During the war, and the German occupation of Norway, Brandstorp was a member of Milorg. He was also involved with Hjemmefrontens Ledelse. He was arrested by Gestapo but fled to Sweden where he was a secretary in the Norwegian legation in Stockholm from 1944 to 1945. After the war. Brandstorp was hired in the Norwegian Ministry of Defence. He held the military rank of colonel when, in 1947, he became the first leader of Armed Forces' Education and Welfare Corps. He left in 1962 and worked for the Norwegian Armed Forces Museum for a short time before his death in late 1963.

==Pre-war career==
He was born in Skjeberg, and had middle school education and petty officer training. He joined the Labour Party in 1923. In the same year he was hired in the office of the newspaper Østfold Arbeiderblad, where he started a journalistic career in 1924 as subeditor. He later worked for Arbeiderbladet in the years leading up to World War II. In Østfold Brandstorp chaired the Østfold District of Workers' Sports from 1927 to 1929, and was a national board member of Arbeidernes Idrettsforbund. He represented Arbeidernes Idrettsforbund at the Fourth Congress of the Red Sport International in 1928, together with Thorvald Olsen, Thor Jørgensen, Natvig Pedersen and Eigil Eriksen. Brandstorp was elected to the Red Sport International executive committee, replacing Thor Jørgensen.

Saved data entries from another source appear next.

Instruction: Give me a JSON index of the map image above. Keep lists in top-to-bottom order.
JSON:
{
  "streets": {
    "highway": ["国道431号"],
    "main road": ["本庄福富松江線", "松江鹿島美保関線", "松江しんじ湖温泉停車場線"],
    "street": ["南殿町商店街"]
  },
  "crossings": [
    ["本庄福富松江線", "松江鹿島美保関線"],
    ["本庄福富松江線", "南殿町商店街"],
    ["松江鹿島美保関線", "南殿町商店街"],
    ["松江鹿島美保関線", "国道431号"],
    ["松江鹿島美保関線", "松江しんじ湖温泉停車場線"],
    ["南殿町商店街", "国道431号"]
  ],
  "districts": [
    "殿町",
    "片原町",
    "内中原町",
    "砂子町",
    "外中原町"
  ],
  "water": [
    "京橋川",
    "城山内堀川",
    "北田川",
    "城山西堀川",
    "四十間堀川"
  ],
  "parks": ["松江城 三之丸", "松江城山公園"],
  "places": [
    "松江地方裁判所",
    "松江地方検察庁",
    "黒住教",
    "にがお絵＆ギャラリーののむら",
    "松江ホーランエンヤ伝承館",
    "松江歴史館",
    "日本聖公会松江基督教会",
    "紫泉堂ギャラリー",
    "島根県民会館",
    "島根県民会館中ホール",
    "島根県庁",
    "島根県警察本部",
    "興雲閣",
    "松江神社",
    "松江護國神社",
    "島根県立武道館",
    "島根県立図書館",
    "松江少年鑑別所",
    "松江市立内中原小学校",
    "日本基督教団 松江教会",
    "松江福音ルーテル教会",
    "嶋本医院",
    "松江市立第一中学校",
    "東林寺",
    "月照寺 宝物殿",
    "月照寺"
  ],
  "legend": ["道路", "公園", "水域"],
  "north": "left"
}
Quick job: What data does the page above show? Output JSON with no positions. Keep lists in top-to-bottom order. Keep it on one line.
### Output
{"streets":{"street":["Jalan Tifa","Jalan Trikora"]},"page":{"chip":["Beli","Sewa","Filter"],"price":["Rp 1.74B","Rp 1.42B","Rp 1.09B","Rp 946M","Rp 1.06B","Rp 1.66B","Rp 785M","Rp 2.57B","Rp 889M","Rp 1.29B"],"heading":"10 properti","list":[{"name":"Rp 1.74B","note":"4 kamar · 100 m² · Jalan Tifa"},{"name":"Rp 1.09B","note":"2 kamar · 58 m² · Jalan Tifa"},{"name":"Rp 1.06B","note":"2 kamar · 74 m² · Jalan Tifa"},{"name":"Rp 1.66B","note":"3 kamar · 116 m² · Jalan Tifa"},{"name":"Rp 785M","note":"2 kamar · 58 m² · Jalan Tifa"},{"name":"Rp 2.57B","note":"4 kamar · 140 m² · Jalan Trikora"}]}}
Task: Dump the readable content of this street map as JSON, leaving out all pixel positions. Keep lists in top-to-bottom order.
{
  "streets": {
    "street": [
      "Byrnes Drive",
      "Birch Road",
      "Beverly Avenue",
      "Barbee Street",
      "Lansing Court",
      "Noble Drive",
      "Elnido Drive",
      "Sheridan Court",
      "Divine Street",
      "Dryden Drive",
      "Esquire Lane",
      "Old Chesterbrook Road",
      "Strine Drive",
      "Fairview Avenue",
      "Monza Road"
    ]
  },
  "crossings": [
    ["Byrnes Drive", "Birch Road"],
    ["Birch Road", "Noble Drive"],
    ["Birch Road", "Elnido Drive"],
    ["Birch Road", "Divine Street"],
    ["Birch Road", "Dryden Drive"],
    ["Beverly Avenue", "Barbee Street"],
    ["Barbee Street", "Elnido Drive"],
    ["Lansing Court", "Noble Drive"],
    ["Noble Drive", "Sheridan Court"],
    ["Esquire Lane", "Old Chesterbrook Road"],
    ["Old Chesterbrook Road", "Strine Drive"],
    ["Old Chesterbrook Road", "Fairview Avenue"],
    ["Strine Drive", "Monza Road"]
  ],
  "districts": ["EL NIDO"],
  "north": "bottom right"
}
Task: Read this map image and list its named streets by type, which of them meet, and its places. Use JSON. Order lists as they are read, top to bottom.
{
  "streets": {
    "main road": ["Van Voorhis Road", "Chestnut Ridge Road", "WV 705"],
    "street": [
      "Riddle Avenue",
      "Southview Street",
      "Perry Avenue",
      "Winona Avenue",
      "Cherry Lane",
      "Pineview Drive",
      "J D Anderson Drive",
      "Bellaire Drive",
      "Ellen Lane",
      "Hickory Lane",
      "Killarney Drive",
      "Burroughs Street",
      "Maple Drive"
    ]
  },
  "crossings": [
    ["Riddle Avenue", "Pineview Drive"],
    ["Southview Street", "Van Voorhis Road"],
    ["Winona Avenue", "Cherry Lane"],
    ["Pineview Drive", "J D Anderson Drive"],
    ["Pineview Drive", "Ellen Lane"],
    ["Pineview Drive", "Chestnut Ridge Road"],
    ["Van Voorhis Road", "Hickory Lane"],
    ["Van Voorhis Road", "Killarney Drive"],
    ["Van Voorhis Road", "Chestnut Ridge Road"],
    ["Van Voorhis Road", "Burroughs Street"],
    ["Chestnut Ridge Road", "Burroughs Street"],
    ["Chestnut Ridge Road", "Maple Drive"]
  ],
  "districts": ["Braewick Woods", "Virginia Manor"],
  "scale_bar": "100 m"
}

He supported the membership of Arbeidernes Idrettsforbund in the Red Sport International at the time. However, in the spring of 1929, Brandstorp wrote an article in Den Røde Ungdom where he suggested that AIF should withdraw from the Red Sport International. He was now afraid that worker-sportsmen in Norway viewed the Red Sport International as a communist organization and thus refrained from participating in workers' sports. The article sparked a debate, and at a Red Sport International executive plenary meeting in Kharkov in May-June, in which Brandstorp participated, he was ordered to resign from the executive committee. Arbeidernes Idrettsforbund interpreted this move as an ultimatum. The November 1929 national convention of Arbeidernes Idrettsforbund voted in favour of retaining membership in the Red Sport International, but demanded that the International would not interfere in the links between Arbeidernes Idrettsforbund and the Labour Party and Norwegian Trade Union Confederation. According to the decision passed at the conference, Arbeidernes Idrettsforbund became subordinated to these two bodies. Brandstorp was elected new editor of the workers' sports magazine Arbeideridrett. Arbeideridrett went defunct in 1930. From 1931 he was an office manager in Arbeidernes Idrettsforbund.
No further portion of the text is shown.